> PROVIDED MATERIAL
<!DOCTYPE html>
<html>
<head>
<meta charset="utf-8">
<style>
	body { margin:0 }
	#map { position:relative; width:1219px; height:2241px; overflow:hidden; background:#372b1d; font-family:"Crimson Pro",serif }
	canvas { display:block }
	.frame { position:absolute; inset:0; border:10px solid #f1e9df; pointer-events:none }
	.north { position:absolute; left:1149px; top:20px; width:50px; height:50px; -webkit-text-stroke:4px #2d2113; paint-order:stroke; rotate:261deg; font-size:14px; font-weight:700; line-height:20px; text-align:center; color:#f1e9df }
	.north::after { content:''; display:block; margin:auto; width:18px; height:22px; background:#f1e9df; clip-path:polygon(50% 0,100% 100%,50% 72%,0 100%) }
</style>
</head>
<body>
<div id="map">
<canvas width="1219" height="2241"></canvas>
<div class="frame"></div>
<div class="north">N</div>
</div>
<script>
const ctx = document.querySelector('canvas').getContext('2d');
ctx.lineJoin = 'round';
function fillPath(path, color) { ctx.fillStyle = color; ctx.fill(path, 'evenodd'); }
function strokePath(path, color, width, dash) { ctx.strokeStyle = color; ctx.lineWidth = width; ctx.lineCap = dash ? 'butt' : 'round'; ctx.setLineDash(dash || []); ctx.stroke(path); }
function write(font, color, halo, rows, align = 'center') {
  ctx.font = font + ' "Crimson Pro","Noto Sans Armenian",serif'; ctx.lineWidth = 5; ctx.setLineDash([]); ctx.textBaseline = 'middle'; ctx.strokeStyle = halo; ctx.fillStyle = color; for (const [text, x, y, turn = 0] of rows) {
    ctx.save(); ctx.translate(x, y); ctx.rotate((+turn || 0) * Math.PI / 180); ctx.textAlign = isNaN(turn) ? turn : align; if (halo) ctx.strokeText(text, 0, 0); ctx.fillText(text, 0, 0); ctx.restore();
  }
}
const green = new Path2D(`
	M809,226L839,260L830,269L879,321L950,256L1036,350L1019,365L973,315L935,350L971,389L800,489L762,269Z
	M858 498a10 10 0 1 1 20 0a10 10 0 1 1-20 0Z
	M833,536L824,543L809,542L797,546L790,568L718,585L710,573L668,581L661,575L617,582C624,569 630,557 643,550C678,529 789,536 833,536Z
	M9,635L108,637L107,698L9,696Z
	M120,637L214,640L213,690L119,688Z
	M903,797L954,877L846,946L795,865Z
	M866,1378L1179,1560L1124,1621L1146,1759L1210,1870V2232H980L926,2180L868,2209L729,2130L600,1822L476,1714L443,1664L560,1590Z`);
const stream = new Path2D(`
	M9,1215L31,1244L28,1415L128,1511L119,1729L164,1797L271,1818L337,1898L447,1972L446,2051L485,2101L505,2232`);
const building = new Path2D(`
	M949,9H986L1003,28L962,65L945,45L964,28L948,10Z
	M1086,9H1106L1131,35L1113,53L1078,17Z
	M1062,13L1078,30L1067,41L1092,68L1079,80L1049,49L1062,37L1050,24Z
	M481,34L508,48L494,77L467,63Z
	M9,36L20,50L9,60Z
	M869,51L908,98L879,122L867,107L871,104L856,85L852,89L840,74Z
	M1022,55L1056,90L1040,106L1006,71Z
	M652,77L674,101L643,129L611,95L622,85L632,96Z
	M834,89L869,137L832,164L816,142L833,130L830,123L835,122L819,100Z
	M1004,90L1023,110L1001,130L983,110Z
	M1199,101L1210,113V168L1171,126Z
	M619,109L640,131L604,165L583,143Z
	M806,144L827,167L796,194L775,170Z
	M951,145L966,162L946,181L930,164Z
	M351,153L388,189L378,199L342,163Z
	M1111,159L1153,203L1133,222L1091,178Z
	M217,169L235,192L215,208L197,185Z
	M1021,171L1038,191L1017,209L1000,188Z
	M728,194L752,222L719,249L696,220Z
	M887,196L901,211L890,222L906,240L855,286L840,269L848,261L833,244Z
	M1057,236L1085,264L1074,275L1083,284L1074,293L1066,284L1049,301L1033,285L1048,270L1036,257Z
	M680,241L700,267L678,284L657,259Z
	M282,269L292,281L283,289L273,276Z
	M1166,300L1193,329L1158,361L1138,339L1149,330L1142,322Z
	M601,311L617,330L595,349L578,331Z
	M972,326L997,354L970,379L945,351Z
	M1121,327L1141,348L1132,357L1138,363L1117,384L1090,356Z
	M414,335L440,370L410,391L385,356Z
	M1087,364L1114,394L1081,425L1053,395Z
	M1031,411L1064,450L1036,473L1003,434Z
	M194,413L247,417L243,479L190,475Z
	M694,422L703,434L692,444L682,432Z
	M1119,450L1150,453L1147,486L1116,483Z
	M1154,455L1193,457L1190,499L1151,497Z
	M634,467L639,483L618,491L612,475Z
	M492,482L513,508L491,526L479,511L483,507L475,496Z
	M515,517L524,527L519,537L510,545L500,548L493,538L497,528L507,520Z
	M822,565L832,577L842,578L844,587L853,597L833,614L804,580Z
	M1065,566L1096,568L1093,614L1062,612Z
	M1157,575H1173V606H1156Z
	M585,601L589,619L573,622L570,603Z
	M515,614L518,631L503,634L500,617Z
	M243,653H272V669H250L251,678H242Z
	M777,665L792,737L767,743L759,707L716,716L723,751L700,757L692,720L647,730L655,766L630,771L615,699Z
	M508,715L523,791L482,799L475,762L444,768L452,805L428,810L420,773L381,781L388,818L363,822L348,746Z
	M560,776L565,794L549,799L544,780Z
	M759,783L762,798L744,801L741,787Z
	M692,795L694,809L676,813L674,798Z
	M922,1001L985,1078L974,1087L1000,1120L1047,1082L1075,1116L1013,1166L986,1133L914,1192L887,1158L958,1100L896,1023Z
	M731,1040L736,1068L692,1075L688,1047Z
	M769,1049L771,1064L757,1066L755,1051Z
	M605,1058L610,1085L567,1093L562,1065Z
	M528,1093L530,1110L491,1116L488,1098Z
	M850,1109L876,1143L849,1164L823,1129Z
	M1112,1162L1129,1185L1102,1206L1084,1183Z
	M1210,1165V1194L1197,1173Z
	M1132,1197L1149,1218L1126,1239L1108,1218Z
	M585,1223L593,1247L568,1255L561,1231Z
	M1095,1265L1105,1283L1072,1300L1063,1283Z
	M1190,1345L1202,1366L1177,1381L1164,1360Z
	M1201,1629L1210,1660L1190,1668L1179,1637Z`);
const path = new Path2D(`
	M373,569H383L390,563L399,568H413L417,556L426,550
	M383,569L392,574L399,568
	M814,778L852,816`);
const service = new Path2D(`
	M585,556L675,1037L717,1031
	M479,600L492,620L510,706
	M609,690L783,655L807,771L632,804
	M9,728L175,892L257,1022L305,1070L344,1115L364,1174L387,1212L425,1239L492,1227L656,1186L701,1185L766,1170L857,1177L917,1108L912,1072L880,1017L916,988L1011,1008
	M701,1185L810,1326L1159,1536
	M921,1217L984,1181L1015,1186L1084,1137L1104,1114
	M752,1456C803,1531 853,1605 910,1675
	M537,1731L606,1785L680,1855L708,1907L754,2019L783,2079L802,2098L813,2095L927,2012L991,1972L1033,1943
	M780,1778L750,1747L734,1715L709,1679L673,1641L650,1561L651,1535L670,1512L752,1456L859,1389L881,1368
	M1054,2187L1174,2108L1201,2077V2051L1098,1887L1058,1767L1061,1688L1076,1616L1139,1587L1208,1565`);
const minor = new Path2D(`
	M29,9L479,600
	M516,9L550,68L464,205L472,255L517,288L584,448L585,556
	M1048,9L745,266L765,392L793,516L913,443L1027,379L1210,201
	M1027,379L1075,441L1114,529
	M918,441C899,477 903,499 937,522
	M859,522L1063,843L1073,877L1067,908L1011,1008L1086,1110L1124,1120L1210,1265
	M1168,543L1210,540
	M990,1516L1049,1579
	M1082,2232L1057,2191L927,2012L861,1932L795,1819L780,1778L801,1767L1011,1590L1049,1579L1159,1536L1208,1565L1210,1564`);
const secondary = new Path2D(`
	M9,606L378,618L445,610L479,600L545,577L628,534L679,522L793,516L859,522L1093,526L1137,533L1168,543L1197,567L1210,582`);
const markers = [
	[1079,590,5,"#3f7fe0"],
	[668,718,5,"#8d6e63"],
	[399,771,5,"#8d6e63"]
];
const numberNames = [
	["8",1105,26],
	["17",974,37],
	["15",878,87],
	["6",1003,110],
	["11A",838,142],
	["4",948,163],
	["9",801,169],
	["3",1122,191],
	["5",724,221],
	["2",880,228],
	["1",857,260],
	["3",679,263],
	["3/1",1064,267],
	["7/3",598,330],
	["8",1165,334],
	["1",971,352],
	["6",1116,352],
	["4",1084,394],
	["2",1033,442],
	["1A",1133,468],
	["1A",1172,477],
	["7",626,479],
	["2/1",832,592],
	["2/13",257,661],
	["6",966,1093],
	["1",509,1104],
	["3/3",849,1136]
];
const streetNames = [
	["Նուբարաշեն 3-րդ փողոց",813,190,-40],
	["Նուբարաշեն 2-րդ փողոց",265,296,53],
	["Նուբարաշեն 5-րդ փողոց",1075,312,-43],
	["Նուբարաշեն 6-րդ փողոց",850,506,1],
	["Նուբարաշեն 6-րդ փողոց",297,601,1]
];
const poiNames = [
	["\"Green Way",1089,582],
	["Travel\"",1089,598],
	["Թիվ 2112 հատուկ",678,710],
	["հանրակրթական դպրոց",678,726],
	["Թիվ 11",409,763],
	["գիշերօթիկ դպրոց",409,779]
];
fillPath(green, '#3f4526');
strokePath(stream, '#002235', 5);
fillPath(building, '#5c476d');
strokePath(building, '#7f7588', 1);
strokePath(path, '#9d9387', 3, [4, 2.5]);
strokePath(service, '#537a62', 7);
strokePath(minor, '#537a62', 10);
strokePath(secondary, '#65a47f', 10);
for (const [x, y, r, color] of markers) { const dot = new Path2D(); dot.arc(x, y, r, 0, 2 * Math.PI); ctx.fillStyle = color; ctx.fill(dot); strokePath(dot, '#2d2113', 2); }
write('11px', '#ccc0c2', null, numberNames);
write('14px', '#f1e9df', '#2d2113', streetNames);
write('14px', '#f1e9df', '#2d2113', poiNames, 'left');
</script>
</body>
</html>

> WORK ORDER
Look through the data and gather every line with the string "function" in it.

> REPLY TO THE EXERCISE
function fillPath(path, color) { ctx.fillStyle = color; ctx.fill(path, 'evenodd'); }
function strokePath(path, color, width, dash) { ctx.strokeStyle = color; ctx.lineWidth = width; ctx.lineCap = dash ? 'butt' : 'round'; ctx.setLineDash(dash || []); ctx.stroke(path); }
function write(font, color, halo, rows, align = 'center') {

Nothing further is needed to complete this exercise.